# Group Homomorphism mapping to the symmetric group on X elements

If we have a group G acting on a Set X define the group homomorphism$$\varphi:G\to S_x$$ where$$\varphi(g)=\sigma_g ,\sigma_g(x)=g*x=x$$

I am trying to show that if this group homomorphism is surjective then $$*$$ is transitive. I'd like to see if I have my ideas/understanding clear and if there are points I am missing.

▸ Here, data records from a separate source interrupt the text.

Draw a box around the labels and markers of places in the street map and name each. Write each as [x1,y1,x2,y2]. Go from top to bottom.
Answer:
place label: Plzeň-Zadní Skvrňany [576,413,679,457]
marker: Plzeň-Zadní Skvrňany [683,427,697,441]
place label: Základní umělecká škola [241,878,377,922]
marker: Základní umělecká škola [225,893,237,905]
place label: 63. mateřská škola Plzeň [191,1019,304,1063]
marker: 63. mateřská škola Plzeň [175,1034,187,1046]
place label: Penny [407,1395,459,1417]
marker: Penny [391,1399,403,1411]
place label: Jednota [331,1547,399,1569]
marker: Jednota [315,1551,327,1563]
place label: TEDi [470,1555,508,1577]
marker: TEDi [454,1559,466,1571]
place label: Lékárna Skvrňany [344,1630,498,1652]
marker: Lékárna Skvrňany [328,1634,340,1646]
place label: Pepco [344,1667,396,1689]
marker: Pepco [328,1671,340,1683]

If the group homomorphism is surjective that means for some $$g\in G$$ we have $$\varphi(g)$$ that maps every to every permutation in $$S_x$$

Since $$g*x$$ is a permutation on $$X$$ then if we have an $$x\in X$$, $$\varphi(g)$$ will send it to itself or another element in X. Since $$\varphi$$ is surjective there is going to be a permutation that sends a fixed $$x$$ to every $$y\in X$$. Which makes $$*$$ transitive.

Also do we need the group homormorphism to be surjetive for transitivity? If $$S_x$$ has n elements then there are n! permutations. I believe you need less than that to have this property hold true (atleast for $$3\leqslant n$$.)

## 1 Answer

What you wrote is correct, though a bit unclear. You could make things more clear as follows:

Let $$x,y\in X$$. There is a permutation $$\sigma\in S_X$$ mapping $$x$$ to $$y$$ (one could take the permutation $$(x\,\,\,\, y)$$). Since $$\varphi$$ is surjective, there is $$g\in G$$ such that $$\varphi(g)=\sigma$$. Then we have $$g*x=\varphi(g)\cdot x=(x\,\,\,\,y)\cdot x=y$$ as desired.

For the second question, indeed surjectivity is not needed. In fact, it is enough for the image of $$\varphi$$ to act transitively on $$X$$. For example, if $$X$$ has $$n$$ elements, then the cyclic subgroup of $$S_n$$ generated by the cyclic permutation $$(1\,2\,\dots\,n)$$ (or, in fact, by any $$n$$-cycle) acts transitively on $$X$$, and this subgroup has only $$n$$ elements. Another example is the subgroup $$A_n$$ of even permutations, which acts transitively on $$X$$.